TASK DIRECTIONS:
All lines in the material below that hold "height" should be found and copied.

::::

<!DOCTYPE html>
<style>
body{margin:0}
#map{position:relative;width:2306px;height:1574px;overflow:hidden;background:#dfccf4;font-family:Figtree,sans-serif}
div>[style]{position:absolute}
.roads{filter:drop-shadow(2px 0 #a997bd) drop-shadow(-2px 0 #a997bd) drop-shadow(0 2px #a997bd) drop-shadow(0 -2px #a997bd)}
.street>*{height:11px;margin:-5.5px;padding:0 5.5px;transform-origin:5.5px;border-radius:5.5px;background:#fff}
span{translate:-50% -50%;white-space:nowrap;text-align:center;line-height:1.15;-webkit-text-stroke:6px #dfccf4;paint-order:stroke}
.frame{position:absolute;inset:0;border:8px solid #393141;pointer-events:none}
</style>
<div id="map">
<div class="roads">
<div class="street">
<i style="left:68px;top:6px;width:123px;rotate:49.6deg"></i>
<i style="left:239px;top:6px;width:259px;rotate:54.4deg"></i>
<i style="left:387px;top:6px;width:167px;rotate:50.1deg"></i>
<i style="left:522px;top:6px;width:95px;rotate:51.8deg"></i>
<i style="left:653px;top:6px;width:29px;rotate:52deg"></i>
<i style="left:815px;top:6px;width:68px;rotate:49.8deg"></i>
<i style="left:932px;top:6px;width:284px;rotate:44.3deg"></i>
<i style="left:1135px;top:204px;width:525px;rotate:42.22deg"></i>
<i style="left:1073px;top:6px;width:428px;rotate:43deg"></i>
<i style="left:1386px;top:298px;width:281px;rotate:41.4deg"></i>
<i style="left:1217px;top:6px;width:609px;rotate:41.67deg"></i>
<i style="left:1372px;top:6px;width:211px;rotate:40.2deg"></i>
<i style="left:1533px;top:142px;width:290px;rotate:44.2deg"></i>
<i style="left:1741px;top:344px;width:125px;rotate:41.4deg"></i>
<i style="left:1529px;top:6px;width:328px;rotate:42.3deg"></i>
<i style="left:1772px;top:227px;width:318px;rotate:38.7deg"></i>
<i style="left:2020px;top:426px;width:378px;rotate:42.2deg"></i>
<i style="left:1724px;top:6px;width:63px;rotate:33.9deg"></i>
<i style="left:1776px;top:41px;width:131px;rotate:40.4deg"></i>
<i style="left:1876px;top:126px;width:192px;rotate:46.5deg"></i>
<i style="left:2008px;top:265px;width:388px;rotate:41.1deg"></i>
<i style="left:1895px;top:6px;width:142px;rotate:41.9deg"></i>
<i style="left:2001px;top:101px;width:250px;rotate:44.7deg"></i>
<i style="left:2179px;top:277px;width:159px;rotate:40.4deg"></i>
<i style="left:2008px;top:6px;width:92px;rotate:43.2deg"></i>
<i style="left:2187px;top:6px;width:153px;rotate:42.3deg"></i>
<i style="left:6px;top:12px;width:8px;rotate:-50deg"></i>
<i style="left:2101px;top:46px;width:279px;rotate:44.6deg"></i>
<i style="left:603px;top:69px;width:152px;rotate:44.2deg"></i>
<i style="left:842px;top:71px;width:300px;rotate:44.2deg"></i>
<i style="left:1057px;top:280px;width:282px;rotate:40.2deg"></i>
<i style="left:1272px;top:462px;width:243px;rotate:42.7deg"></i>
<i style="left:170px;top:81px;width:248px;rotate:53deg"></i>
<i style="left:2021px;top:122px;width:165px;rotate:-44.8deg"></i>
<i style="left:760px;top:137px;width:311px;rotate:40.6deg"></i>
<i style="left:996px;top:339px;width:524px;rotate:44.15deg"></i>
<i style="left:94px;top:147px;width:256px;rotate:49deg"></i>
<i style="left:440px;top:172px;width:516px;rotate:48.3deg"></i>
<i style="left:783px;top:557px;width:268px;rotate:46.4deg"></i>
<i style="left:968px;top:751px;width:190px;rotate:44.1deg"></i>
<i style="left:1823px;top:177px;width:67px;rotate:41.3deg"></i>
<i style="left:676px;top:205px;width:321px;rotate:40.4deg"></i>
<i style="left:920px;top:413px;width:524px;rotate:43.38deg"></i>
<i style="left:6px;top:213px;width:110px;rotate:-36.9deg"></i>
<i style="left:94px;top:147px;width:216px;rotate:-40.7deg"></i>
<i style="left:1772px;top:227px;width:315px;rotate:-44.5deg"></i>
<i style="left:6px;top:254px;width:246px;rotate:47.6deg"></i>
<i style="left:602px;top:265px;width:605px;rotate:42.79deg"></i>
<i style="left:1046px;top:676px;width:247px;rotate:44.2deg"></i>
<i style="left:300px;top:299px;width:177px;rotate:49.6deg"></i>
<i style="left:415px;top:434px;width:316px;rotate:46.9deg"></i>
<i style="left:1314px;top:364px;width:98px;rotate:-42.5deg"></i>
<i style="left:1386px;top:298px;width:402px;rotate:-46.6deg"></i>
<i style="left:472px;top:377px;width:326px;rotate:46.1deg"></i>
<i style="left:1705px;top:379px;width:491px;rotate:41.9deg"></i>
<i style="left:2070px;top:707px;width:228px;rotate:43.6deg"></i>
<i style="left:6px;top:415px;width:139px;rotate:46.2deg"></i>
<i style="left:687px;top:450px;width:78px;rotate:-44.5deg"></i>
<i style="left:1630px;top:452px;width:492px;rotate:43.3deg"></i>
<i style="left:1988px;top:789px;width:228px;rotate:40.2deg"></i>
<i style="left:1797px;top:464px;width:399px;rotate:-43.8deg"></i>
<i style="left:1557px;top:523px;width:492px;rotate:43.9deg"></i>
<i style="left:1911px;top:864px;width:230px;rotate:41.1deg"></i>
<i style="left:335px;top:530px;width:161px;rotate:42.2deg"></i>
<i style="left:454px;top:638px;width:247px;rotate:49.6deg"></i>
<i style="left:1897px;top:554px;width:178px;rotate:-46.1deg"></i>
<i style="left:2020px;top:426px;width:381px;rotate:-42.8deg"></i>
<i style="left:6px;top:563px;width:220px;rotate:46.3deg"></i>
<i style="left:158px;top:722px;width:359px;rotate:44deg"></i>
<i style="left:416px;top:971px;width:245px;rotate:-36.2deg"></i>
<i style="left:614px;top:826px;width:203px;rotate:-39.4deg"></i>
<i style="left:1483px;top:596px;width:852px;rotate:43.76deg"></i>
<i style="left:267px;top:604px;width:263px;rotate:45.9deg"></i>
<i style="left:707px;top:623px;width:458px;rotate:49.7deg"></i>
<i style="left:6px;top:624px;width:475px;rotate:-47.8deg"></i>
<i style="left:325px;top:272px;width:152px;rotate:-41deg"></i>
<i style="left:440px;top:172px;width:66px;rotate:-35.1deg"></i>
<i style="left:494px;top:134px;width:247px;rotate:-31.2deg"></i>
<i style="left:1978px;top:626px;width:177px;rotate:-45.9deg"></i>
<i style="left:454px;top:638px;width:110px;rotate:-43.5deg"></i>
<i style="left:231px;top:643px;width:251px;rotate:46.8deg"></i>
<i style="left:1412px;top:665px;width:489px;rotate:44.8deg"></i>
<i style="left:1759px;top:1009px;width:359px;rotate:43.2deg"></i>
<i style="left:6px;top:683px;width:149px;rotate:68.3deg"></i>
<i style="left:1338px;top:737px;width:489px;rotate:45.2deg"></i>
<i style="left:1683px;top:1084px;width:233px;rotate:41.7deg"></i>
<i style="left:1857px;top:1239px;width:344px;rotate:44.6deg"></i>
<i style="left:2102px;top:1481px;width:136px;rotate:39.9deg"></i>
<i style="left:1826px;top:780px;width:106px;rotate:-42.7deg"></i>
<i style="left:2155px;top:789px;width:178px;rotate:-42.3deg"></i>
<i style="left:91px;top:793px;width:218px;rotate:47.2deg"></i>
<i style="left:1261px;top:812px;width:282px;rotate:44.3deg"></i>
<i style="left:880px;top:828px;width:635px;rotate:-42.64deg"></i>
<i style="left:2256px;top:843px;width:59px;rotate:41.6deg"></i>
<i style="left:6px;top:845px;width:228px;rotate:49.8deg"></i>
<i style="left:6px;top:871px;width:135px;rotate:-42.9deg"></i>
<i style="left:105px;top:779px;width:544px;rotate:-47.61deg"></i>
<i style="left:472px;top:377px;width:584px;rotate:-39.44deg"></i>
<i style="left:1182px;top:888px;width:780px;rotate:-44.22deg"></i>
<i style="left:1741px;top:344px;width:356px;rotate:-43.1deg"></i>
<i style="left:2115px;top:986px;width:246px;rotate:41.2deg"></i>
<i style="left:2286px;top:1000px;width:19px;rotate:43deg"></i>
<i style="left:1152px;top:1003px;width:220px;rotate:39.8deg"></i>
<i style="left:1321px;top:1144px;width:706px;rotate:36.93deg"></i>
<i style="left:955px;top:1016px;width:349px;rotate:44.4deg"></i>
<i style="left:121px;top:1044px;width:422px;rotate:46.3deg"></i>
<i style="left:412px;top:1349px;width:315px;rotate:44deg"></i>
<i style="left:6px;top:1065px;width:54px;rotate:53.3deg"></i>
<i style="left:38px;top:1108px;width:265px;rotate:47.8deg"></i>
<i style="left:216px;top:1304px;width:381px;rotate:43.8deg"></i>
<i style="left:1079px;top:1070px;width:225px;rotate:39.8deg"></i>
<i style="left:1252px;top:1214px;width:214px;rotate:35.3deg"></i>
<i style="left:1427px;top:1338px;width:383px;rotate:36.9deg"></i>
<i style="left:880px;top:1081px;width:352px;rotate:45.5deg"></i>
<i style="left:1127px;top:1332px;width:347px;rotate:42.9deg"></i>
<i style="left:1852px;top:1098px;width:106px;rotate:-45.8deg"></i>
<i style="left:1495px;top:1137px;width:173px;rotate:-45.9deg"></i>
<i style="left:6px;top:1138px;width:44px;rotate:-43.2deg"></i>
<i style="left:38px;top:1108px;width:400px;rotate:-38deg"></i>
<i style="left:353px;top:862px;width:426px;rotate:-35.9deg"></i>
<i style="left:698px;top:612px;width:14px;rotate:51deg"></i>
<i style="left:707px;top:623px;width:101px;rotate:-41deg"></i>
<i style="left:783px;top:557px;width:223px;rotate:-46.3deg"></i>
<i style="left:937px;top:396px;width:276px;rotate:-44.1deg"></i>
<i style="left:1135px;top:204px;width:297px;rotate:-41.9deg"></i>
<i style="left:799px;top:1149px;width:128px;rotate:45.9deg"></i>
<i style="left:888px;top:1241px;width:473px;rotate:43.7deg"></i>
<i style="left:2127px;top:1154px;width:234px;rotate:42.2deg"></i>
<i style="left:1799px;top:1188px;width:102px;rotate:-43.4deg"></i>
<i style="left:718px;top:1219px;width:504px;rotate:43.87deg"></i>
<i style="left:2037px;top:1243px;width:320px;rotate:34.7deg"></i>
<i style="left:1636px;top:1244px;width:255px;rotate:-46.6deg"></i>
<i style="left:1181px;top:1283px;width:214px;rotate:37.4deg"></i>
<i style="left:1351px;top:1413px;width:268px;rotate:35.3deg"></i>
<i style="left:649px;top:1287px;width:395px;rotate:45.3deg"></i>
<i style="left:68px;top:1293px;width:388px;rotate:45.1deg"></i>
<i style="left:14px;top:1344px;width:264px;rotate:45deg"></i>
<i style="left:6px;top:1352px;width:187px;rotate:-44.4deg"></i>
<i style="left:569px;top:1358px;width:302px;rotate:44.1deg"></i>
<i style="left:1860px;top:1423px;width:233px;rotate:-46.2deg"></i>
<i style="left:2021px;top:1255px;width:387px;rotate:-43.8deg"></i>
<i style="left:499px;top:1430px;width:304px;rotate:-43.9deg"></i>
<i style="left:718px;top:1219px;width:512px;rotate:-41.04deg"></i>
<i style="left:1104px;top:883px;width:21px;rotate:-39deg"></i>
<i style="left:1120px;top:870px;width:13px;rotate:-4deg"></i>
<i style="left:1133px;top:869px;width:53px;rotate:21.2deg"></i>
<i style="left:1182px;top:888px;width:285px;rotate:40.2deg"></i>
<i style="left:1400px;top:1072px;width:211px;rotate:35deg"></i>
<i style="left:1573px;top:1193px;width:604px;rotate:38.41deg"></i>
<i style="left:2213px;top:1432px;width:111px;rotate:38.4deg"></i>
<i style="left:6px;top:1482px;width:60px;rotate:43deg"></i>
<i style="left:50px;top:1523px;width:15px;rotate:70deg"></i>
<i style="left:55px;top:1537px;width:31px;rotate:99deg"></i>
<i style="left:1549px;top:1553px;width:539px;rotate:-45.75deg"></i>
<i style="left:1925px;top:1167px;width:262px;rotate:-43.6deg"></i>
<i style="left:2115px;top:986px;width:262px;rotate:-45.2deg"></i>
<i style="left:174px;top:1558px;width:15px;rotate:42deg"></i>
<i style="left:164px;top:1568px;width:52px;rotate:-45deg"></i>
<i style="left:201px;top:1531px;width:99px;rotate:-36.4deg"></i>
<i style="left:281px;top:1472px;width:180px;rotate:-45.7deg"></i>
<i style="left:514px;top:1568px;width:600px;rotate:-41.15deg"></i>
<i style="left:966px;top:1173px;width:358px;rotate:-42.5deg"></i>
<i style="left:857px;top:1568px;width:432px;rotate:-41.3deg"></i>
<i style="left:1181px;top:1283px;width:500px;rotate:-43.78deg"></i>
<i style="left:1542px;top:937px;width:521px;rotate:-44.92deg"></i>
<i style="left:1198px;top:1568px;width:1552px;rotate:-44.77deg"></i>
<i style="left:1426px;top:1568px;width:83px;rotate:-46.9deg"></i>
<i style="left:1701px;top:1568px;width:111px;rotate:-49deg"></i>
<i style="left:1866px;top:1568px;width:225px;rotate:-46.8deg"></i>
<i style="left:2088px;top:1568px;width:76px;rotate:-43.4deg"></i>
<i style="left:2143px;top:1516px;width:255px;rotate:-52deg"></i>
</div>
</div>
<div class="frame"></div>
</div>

::::

REPLY TO THE TASK:
#map{position:relative;width:2306px;height:1574px;overflow:hidden;background:#dfccf4;font-family:Figtree,sans-serif}
.street>*{height:11px;margin:-5.5px;padding:0 5.5px;transform-origin:5.5px;border-radius:5.5px;background:#fff}
span{translate:-50% -50%;white-space:nowrap;text-align:center;line-height:1.15;-webkit-text-stroke:6px #dfccf4;paint-order:stroke}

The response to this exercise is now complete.